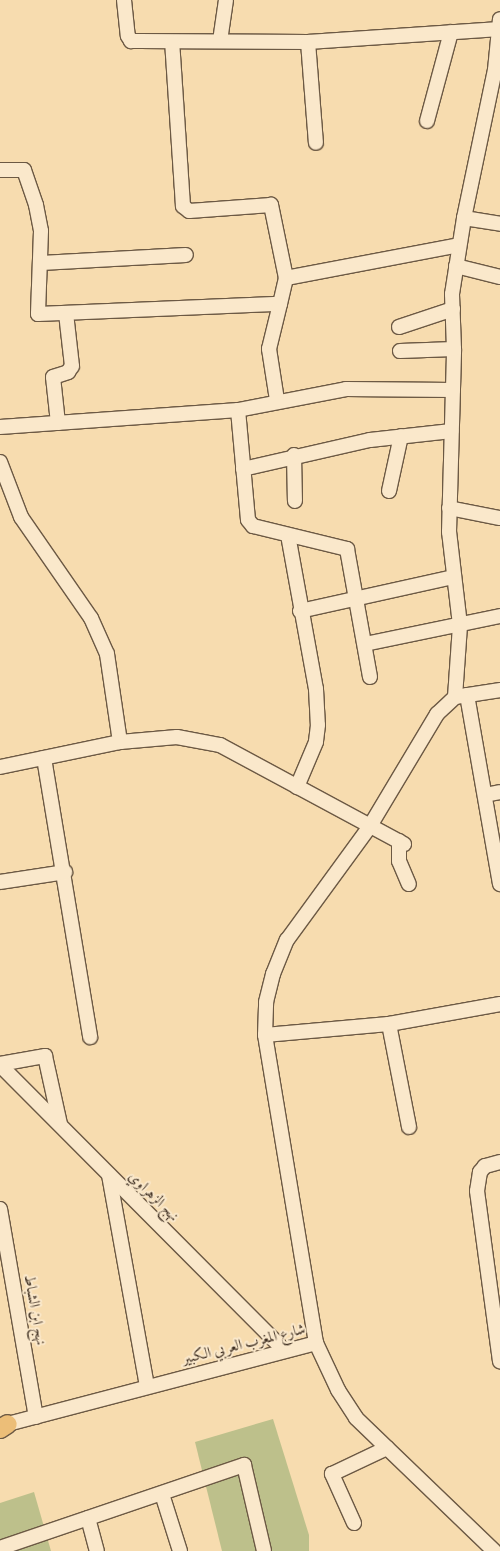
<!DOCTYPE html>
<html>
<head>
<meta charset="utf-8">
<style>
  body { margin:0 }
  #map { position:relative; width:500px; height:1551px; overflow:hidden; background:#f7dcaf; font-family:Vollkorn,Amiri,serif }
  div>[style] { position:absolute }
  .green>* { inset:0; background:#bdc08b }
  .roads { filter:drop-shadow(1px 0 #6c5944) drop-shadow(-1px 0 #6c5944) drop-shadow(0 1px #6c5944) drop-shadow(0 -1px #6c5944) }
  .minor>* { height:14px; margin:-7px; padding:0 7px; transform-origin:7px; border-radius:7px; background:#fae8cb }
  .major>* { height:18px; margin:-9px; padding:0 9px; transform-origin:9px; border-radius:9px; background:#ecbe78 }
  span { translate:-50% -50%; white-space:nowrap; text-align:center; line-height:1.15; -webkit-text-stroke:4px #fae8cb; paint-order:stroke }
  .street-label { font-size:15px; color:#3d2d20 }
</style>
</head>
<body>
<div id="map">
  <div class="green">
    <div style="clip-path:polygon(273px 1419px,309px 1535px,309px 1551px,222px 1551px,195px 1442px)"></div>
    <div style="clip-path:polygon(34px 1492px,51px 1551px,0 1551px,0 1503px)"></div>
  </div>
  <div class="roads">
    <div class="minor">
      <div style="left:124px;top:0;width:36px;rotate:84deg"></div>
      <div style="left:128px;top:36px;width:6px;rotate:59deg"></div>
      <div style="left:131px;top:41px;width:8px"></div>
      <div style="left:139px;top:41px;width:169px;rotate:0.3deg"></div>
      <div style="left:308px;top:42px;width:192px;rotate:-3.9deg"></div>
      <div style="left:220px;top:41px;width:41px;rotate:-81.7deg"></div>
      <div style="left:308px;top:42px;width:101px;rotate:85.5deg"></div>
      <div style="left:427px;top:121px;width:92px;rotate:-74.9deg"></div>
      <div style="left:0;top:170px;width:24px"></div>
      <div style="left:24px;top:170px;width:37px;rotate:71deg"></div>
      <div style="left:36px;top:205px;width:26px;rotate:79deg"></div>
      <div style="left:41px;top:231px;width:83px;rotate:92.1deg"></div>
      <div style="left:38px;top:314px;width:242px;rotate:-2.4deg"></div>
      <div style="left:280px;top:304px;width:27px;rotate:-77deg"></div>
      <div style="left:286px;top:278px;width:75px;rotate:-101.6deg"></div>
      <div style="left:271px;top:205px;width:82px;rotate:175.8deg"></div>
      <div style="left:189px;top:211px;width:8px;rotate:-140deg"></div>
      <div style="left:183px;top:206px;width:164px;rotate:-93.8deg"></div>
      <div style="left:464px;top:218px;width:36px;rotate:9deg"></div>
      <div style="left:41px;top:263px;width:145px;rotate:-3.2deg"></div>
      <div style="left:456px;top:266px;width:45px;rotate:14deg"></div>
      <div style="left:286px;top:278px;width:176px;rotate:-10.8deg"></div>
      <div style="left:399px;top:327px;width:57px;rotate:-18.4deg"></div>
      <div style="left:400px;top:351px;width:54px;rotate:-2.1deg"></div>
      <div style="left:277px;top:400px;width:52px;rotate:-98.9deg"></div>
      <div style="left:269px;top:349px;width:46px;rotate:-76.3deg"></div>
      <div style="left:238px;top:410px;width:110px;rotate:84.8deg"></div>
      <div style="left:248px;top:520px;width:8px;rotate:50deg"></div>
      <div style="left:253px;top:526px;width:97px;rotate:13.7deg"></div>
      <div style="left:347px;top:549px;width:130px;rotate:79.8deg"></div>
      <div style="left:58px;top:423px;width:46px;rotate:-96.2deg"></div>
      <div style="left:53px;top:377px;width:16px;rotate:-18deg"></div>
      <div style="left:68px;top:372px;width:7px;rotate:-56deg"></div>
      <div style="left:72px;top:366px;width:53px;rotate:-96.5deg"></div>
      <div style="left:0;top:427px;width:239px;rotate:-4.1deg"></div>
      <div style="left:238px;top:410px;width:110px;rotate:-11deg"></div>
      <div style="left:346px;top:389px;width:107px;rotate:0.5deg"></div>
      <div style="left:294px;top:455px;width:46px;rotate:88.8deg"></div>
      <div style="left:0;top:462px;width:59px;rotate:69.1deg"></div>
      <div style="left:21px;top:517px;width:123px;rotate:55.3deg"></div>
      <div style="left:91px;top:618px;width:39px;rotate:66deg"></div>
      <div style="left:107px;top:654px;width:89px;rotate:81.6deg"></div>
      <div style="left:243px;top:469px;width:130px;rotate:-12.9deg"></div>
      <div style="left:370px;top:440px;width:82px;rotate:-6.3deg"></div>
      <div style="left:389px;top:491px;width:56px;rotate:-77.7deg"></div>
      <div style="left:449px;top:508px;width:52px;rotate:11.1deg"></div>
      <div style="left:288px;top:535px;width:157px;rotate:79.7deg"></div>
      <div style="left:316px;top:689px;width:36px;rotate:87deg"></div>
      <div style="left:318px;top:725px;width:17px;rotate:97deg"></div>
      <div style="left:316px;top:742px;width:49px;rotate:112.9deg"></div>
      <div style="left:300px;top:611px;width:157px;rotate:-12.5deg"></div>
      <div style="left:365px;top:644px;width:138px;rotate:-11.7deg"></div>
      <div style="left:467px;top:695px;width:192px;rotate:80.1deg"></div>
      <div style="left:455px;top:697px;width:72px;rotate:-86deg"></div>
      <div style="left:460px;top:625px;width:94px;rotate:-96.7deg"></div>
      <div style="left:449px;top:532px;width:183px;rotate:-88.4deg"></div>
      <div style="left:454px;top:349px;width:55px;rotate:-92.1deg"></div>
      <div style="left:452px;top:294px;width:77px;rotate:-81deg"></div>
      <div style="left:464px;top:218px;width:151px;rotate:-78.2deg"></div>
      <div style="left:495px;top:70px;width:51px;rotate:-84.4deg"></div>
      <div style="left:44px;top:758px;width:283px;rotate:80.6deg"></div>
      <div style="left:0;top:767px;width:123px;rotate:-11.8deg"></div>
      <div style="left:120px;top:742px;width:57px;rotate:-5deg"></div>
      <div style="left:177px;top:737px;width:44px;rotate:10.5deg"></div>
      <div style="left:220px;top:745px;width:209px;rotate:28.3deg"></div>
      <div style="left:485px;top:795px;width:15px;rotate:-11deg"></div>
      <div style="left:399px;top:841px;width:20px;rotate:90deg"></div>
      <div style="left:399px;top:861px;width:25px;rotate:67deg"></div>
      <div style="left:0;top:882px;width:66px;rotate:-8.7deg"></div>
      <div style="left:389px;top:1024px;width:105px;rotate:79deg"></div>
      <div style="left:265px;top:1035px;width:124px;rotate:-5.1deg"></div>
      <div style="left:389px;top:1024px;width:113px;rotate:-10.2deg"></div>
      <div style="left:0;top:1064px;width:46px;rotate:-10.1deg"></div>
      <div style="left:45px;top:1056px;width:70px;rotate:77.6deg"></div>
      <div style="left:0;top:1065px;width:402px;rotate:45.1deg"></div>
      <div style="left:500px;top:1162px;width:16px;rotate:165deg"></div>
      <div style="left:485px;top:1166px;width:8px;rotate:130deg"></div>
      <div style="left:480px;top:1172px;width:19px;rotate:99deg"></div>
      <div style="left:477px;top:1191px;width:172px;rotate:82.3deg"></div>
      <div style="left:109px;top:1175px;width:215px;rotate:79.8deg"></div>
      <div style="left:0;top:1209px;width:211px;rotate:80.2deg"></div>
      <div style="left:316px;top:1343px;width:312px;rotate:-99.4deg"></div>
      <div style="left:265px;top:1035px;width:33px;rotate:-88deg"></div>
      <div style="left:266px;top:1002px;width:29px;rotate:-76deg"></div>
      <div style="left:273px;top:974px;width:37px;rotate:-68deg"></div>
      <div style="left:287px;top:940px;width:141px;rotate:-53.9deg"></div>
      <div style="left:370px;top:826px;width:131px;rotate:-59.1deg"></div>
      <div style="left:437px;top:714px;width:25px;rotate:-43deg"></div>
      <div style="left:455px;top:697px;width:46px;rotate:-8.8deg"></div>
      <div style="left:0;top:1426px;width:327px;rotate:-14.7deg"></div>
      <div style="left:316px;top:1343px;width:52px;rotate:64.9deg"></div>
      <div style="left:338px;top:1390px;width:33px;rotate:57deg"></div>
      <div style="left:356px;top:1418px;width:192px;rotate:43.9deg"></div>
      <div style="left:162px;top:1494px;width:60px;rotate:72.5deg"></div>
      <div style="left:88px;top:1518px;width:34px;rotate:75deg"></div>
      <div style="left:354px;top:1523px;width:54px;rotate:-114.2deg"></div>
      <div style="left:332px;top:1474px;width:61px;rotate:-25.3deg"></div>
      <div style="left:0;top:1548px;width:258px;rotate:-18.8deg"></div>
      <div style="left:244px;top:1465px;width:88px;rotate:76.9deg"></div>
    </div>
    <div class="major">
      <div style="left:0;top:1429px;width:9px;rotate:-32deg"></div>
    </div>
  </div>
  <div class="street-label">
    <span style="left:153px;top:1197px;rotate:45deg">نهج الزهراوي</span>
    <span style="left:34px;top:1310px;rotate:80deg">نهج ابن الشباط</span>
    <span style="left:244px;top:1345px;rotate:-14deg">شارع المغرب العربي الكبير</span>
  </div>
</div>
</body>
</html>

**TASK OBJECTIVE:**
Report all lines of the material that contain the word "roads".

**YOUR RESPONSE:**
  .roads { filter:drop-shadow(1px 0 #6c5944) drop-shadow(-1px 0 #6c5944) drop-shadow(0 1px #6c5944) drop-shadow(0 -1px #6c5944) }
  <div class="roads">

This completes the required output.